═════ SUPPLIED RECORDS ═════
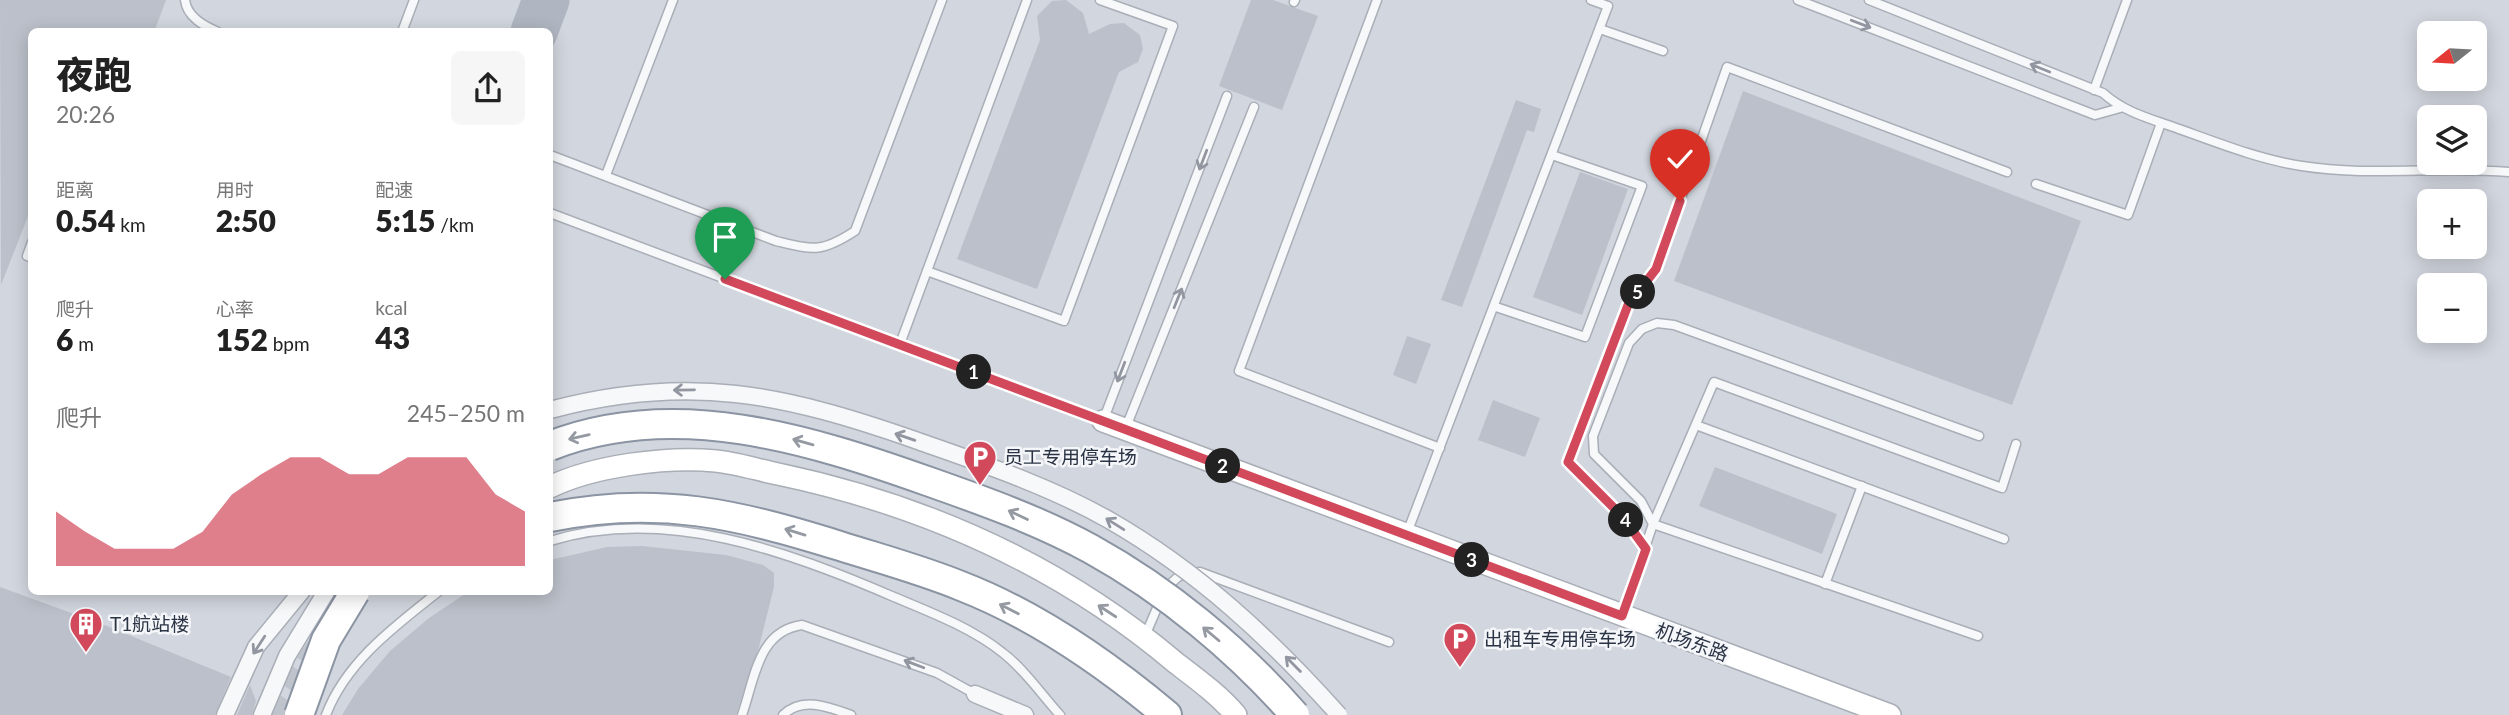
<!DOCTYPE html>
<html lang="zh">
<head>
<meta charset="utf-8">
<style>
	body { margin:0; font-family:Lato,"Noto Sans SC",sans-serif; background:#f6f6f6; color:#222; height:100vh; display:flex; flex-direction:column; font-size:26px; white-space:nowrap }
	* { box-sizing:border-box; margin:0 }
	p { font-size:23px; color:#767676 }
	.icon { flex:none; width:38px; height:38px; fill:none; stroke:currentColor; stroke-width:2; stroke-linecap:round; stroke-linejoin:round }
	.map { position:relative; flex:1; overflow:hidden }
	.panel { position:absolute; left:28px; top:28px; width:525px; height:567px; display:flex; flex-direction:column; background:#fff; border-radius:10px; box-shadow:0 4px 18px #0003 }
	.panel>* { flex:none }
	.needle { width:46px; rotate:252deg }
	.buttons { position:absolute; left:2417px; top:21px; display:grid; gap:14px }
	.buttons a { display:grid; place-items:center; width:70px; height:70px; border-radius:10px; background:#fff; box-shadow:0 4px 18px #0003; font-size:35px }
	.pin { position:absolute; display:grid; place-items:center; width:60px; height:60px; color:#fff; margin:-72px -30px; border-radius:50% 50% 50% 0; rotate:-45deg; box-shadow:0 0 7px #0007 }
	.pin .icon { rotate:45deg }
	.km { position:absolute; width:35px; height:35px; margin:-18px; border-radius:50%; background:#222; color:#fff; font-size:19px; line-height:35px; text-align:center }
	.round { display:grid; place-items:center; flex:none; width:74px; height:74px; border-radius:10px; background:#f6f6f6 }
	.head { display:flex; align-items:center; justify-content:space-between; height:119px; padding:0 28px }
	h1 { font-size:38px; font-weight:800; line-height:52px }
	.metrics { display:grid; grid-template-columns:repeat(3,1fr); gap:10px; height:119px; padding:7px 28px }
	.metrics div { display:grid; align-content:center }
	.metrics b { font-size:30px; font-weight:800 }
	.metrics small { font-size:19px; font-weight:400 }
	.metrics p { font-size:19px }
	.chart { height:196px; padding:14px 28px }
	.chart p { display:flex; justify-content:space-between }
	.chart svg { width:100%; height:126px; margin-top:7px; fill:#d1495b; opacity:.7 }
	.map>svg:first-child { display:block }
	.built { fill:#d2d6de; fill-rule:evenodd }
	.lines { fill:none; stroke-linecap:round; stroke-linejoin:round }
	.taxiway { stroke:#b0b6c1; stroke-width:47 }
	.building { fill:#bbc0ca }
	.secondary-tunnel { stroke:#bfc3cb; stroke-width:21; stroke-dasharray:21 10; stroke-linecap:butt }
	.lane-casing { stroke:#a9aeb7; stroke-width:11 }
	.street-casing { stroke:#a9aeb7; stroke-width:19 }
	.secondary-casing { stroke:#a9aeb7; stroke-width:24 }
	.highway-casing { stroke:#8b94a3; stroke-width:32 }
	.lane { stroke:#f7f8fa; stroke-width:8 }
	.street { stroke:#f7f8fa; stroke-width:16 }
	.secondary { stroke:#fff; stroke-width:21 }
	.highway { stroke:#fff; stroke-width:28 }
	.street-bridge-casing { stroke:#a9aeb7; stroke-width:19; stroke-linecap:butt }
	.highway-bridge-casing { stroke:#8b94a3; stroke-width:32; stroke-linecap:butt }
	.street-bridge { stroke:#f7f8fa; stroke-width:16 }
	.highway-bridge { stroke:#fff; stroke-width:28 }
	.oneway { stroke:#9196a0 }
	.oneway2 { stroke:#959aa2 }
	.route-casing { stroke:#fff; stroke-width:14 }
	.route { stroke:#d1495b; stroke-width:9 }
	.labels { text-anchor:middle; stroke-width:5; stroke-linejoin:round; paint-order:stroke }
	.poi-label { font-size:19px; fill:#2b3445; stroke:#f4f6f9; text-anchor:start }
	.street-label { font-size:19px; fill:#2b3445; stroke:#f4f6f9 }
</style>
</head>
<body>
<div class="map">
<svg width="2509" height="715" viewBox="0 0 2509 715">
	<rect width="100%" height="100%" fill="#e4e7ec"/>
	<path class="built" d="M0 0H2509V715H0ZM32 32H550V592H32ZM2429 33H2474V79H2429ZM2429 117H2474V163H2429ZM2429 201H2474V247H2429ZM2429 285H2474V331H2429Z"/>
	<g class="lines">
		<polyline class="taxiway" points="534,32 546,0"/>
	</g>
	<g class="building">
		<polygon points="0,0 166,0 154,32 32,32 32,206 1,285"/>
		<polygon points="1066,0 1083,13 1089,34 1110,24 1124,23 1140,35 1143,49 1138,62 1119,72 1037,289 957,259 1040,40 1037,16 1052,1"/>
		<polygon points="1251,0 1273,0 1318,16 1282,110 1219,86"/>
		<polygon points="1743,91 2081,221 2012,405 1674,281"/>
		<polygon points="1516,100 1541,109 1534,132 1527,130 1462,307 1441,300"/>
		<polygon points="1580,172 1628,189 1582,315 1533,297"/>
		<polygon points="1407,336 1431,344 1416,384 1393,375"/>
		<polygon points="1493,400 1540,418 1525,457 1478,440"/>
		<polygon points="1715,467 1837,514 1822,554 1699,506"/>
		<polygon points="642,546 726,555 763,565 774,573 774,587 759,647 736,715 342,715 358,689 390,651 429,618 468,592 550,592 550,560 607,547"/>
		<polygon points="0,587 107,626 231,677 215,715 0,715"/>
		<polygon points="250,685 256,701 252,715 237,715"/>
	</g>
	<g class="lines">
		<polyline class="secondary-tunnel" points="272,715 316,648"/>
		<defs>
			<g id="lane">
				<path d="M185 0C187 17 204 26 218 32"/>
				<polyline points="1377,0 1239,371 1440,448"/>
				<polyline points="1798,0 2095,115 2120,108"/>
				<path d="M1869 0 2103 93C2125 113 2152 119 2179 129 2218 143 2261 160 2302 166 2370 177 2440 166 2509 172"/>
				<polyline points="1294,2 1295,0"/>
				<polyline points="1600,29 1663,51"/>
				<polyline points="402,32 414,0"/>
				<polyline points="2094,90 2127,0"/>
				<path d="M550 155 776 241C814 250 821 253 855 231L942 0"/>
				<polyline points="606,175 673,0"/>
				<polyline points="2036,184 2128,215 2161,123"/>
				<polyline points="550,213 1103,421 1227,96"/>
				<polyline points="32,242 27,256 32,258"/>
				<polyline points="927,271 1064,321 1173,26 1100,0"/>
				<polyline points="1496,307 1585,337 1642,186 1552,155"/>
				<polyline points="900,344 1027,0"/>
				<polyline points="1696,425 2004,539"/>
				<polyline points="1126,427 1254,107"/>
				<polyline points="1407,533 1608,6 1591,0"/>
				<path d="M550 541C665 506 788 551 894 597 930 612 972 628 1003 653 1024 669 1042 695 1060 715"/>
				<polyline points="1646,549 1622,516 1568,462 1628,305 1656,269 1727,67 2007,172"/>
				<polyline points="1825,584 1862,486"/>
				<polyline points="1165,589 1179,576 1200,572 1389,642"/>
				<polyline points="1622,615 1653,524 1714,382 2002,488 2016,444"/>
				<polyline points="1145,636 1160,601"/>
				<polyline points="1978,636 1653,524 1641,501 1594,454 1593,436 1629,343 1642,329 1657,323 1674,325 1979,436"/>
				<path d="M326 715C346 662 395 626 438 592"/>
				<path d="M742 715C755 678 758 631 802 625L937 673 975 694"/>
				<path d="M783 715C802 696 829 707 851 715"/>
			</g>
			<g id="street">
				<polyline points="975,694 1025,715"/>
				<polyline points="225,715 256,647 301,592"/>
				<polyline points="262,715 287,656 326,592"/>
			</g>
			<g id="secondary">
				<polyline points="1103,421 1890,715"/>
				<path d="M550 487C593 466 667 456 716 461 736 463 758 470 778 474 925 505 1061 566 1176 663 1197 679 1219 695 1236 715"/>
			</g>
			<path id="highway" d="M550 517C658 495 737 514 840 546 881 559 922 570 961 586 1036 615 1106 664 1167 715"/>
		</defs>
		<use href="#lane" class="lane-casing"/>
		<use href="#street" class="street-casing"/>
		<use href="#secondary" class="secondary-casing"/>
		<use href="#highway" class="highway-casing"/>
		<use href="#lane" class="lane"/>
		<use href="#street" class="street"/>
		<use href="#secondary" class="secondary"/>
		<use href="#highway" class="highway"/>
		<defs>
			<path id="street-bridge" d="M550 410C689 373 784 394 918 441 983 464 1049 486 1109 520 1198 571 1271 639 1339 715"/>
			<g id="highway-bridge">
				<path d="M550 446C675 397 809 439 930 482 984 501 1040 521 1091 549 1167 591 1238 650 1295 715"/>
				<polyline points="299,715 326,640 355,592"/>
			</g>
		</defs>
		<use href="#street-bridge" class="street-bridge-casing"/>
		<use href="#highway-bridge" class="highway-bridge-casing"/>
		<use href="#street-bridge" class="street-bridge"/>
		<use href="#highway-bridge" class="highway-bridge"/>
	</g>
	<defs><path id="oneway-shaft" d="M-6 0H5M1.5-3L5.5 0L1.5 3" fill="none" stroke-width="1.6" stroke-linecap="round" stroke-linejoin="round" transform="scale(1.75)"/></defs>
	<g class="oneway">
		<use href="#oneway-shaft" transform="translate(1861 24) rotate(21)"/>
		<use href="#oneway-shaft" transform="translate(2040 68) rotate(-158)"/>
		<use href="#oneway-shaft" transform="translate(1203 160) rotate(111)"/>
		<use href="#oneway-shaft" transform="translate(1178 298) rotate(-68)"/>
		<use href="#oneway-shaft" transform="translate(1121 372) rotate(111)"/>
		<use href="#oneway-shaft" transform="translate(684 390) rotate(179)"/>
		<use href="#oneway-shaft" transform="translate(905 437) rotate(-161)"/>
		<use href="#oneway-shaft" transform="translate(1115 524) rotate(-148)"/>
		<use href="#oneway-shaft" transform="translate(259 645) rotate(123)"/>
		<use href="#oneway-shaft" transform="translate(914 664) rotate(-159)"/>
		<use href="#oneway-shaft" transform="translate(1293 664) rotate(-135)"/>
	</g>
	<g class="oneway2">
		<use href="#oneway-shaft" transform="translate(579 437) rotate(167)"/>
		<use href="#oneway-shaft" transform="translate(803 442) rotate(-164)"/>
		<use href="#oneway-shaft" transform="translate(1018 515) rotate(-155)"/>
		<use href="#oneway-shaft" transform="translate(795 532) rotate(-163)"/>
		<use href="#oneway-shaft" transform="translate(1009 609) rotate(-153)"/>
		<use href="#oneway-shaft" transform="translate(1107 611) rotate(-147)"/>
		<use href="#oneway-shaft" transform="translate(1211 634) rotate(-140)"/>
	</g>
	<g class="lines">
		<defs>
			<polyline id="route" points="725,279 1622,616 1646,549 1622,516 1568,462 1628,305 1656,269 1680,201"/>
		</defs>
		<use href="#route" class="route-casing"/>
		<use href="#route" class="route"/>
	</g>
	<defs>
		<symbol id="parking-pin" viewBox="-11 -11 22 30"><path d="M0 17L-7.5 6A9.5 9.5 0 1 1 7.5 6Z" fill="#d1495b" stroke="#f4f6f9"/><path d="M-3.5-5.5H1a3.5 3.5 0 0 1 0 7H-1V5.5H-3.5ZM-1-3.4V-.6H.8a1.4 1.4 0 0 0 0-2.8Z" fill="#fff"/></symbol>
		<symbol id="building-pin" viewBox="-11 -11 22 30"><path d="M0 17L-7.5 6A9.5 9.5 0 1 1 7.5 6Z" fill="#d1495b" stroke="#f4f6f9"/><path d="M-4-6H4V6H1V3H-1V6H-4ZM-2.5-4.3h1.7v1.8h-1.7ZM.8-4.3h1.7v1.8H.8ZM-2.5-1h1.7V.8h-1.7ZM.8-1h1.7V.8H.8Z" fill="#fff"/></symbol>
	</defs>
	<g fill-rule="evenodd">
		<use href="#parking-pin" x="961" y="438" width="38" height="52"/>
		<use href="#building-pin" x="67" y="605" width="38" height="52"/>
		<use href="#parking-pin" x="1441" y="620" width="38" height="52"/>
	</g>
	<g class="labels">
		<g class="poi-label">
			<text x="1004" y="464">员工专用停车场</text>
			<text x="110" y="631">T1航站楼</text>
			<text x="1484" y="646">出租车专用停车场</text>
		</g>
		<g class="street-label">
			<text transform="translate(1692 642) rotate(20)" y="7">机场东路</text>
		</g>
	</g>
</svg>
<div class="buttons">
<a><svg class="needle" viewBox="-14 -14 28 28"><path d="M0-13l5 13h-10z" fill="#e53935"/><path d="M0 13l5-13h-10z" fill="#767676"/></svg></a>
<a><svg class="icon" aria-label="layers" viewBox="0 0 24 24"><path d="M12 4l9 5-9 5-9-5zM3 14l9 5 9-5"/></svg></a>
<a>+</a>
<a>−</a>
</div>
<div class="pin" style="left:725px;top:279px;background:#1e9e55"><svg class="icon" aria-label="arrive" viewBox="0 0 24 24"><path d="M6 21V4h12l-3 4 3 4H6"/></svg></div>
<div class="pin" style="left:1680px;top:201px;background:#d93025"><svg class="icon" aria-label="check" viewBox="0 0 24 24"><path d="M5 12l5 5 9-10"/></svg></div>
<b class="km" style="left:974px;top:372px">1</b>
<b class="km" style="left:1223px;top:466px">2</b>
<b class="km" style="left:1472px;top:560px">3</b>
<b class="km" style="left:1626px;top:520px">4</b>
<b class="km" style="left:1638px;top:292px">5</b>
<section class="panel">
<div class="head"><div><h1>夜跑</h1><p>20:26</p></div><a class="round"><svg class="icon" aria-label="share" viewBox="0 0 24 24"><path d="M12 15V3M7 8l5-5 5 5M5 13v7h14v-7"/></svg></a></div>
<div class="metrics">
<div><p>距离</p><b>0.54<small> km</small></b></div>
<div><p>用时</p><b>2:50</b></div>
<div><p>配速</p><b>5:15<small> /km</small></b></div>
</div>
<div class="metrics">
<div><p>爬升</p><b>6<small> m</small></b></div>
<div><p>心率</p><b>152<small> bpm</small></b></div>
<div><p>kcal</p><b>43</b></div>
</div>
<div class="chart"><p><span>爬升</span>245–250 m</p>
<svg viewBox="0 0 160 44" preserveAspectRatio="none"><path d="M0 44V25L10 32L20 38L30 38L40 38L50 32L60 19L70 12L80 6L90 6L100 12L110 12L120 6L130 6L140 6L150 19L160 25V44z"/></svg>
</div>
</section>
</div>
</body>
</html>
═════
- [YOUR OBJECTIVE]:
Nothing but the lines from the one containing "<div><p>距离</p>" through the last line of the data above should be set down, word for word.

- [OUTPUT OF THE TASK]:
<div><p>距离</p><b>0.54<small> km</small></b></div>
<div><p>用时</p><b>2:50</b></div>
<div><p>配速</p><b>5:15<small> /km</small></b></div>
</div>
<div class="metrics">
<div><p>爬升</p><b>6<small> m</small></b></div>
<div><p>心率</p><b>152<small> bpm</small></b></div>
<div><p>kcal</p><b>43</b></div>
</div>
<div class="chart"><p><span>爬升</span>245–250 m</p>
<svg viewBox="0 0 160 44" preserveAspectRatio="none"><path d="M0 44V25L10 32L20 38L30 38L40 38L50 32L60 19L70 12L80 6L90 6L100 12L110 12L120 6L130 6L140 6L150 19L160 25V44z"/></svg>
</div>
</section>
</div>
</body>
</html>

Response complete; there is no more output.